**Instructions for the task**: Begin with the line containing "Task: Build a" and copy each line exactly through the last line of the entries, inclusive.

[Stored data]
====

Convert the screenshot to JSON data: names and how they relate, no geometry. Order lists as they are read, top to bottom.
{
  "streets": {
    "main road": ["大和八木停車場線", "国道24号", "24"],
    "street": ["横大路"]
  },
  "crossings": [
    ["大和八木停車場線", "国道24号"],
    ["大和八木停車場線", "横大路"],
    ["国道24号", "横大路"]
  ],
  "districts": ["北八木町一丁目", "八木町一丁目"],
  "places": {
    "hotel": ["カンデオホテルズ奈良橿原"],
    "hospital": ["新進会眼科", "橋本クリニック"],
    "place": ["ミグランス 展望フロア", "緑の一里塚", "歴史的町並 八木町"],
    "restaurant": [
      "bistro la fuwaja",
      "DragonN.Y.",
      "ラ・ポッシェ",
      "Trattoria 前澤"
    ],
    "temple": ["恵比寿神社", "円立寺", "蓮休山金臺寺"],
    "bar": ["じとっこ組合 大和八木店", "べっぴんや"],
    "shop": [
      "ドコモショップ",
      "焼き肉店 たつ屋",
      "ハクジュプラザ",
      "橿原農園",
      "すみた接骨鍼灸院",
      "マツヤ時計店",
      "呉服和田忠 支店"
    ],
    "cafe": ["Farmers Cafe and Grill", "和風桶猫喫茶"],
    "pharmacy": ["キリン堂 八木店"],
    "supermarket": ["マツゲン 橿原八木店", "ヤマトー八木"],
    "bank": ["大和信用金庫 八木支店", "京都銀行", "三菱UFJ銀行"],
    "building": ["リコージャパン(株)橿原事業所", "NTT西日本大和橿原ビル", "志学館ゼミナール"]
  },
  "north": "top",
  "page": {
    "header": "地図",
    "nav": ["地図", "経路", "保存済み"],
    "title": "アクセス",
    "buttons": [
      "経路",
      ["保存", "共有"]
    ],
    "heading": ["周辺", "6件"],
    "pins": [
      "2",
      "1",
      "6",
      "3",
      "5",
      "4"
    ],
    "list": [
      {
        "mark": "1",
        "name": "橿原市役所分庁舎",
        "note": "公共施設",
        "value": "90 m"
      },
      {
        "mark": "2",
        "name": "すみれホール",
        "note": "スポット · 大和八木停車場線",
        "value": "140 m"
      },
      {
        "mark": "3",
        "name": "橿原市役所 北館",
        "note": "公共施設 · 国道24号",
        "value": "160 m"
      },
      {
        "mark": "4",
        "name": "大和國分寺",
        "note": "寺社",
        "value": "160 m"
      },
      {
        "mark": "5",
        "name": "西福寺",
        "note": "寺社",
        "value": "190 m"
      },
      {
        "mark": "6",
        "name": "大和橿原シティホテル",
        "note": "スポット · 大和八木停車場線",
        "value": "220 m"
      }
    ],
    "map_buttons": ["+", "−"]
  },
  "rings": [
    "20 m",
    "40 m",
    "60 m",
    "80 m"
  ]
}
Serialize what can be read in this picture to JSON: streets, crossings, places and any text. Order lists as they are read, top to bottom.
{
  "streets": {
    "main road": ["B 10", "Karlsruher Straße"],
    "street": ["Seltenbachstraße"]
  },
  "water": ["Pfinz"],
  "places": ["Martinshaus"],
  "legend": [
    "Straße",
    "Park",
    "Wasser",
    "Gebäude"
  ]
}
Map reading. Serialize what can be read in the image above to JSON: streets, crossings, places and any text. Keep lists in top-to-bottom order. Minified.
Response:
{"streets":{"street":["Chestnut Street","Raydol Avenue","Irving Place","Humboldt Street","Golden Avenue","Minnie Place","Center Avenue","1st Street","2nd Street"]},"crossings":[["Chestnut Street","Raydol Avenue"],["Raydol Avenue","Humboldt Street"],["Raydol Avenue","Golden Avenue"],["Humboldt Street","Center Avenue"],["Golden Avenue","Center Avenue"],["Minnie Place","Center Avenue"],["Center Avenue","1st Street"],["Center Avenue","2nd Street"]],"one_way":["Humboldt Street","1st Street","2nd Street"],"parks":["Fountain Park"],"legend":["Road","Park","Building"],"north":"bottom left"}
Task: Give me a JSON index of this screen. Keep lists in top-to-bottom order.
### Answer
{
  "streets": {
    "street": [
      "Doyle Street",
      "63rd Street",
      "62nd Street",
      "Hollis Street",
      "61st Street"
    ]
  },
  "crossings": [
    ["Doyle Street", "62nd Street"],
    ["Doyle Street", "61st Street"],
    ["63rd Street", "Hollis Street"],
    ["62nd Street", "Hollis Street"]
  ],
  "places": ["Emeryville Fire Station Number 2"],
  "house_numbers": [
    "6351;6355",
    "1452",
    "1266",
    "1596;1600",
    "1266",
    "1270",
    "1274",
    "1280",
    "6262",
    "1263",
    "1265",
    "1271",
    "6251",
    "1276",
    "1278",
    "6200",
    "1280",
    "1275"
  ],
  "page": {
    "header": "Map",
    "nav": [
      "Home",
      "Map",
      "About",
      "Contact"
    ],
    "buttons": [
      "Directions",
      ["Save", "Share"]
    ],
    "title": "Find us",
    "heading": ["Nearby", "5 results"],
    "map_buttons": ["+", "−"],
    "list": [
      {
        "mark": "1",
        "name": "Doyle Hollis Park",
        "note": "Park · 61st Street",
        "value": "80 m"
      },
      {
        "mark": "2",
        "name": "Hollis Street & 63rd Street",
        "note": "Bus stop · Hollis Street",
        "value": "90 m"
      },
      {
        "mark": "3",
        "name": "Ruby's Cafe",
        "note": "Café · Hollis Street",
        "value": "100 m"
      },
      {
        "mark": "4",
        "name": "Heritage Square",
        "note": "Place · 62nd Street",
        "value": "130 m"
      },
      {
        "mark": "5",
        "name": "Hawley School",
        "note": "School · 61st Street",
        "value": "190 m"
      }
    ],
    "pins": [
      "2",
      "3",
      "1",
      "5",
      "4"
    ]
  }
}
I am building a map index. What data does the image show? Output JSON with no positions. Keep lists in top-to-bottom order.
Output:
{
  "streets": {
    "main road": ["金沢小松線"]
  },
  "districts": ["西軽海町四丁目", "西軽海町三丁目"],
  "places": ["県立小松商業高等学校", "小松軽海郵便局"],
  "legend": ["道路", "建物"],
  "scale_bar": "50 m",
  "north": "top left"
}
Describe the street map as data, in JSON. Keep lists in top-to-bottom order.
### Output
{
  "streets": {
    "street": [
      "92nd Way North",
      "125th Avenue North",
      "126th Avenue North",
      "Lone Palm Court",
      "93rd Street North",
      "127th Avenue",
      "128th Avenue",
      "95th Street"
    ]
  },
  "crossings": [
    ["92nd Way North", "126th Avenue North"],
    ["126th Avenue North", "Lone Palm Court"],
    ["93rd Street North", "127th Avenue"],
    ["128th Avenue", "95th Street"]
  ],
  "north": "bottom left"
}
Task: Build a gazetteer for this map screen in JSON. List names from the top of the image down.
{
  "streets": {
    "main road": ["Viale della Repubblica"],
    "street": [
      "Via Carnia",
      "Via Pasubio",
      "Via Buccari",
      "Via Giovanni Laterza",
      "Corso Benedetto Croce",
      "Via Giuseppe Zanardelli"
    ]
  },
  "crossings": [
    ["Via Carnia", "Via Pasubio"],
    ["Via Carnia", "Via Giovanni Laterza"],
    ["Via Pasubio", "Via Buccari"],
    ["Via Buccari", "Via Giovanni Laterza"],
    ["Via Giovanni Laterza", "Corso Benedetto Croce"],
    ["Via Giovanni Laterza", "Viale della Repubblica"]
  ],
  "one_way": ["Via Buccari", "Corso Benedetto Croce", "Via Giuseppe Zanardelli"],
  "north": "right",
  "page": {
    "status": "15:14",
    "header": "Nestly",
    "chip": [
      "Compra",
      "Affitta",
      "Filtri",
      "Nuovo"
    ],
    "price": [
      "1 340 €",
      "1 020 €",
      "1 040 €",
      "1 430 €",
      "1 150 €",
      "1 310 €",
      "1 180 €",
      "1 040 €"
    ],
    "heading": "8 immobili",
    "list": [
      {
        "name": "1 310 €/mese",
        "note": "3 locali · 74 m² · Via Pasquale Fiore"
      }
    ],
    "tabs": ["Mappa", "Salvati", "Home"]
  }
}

====

**Reply to the exercise**:
Task: Build a gazetteer for this map screen in JSON. List names from the top of the image down.
{
  "streets": {
    "main road": ["Viale della Repubblica"],
    "street": [
      "Via Carnia",
      "Via Pasubio",
      "Via Buccari",
      "Via Giovanni Laterza",
      "Corso Benedetto Croce",
      "Via Giuseppe Zanardelli"
    ]
  },
  "crossings": [
    ["Via Carnia", "Via Pasubio"],
    ["Via Carnia", "Via Giovanni Laterza"],
    ["Via Pasubio", "Via Buccari"],
    ["Via Buccari", "Via Giovanni Laterza"],
    ["Via Giovanni Laterza", "Corso Benedetto Croce"],
    ["Via Giovanni Laterza", "Viale della Repubblica"]
  ],
  "one_way": ["Via Buccari", "Corso Benedetto Croce", "Via Giuseppe Zanardelli"],
  "north": "right",
  "page": {
    "status": "15:14",
    "header": "Nestly",
    "chip": [
      "Compra",
      "Affitta",
      "Filtri",
      "Nuovo"
    ],
    "price": [
      "1 340 €",
      "1 020 €",
      "1 040 €",
      "1 430 €",
      "1 150 €",
      "1 310 €",
      "1 180 €",
      "1 040 €"
    ],
    "heading": "8 immobili",
    "list": [
      {
        "name": "1 310 €/mese",
        "note": "3 locali · 74 m² · Via Pasquale Fiore"
      }
    ],
    "tabs": ["Mappa", "Salvati", "Home"]
  }
}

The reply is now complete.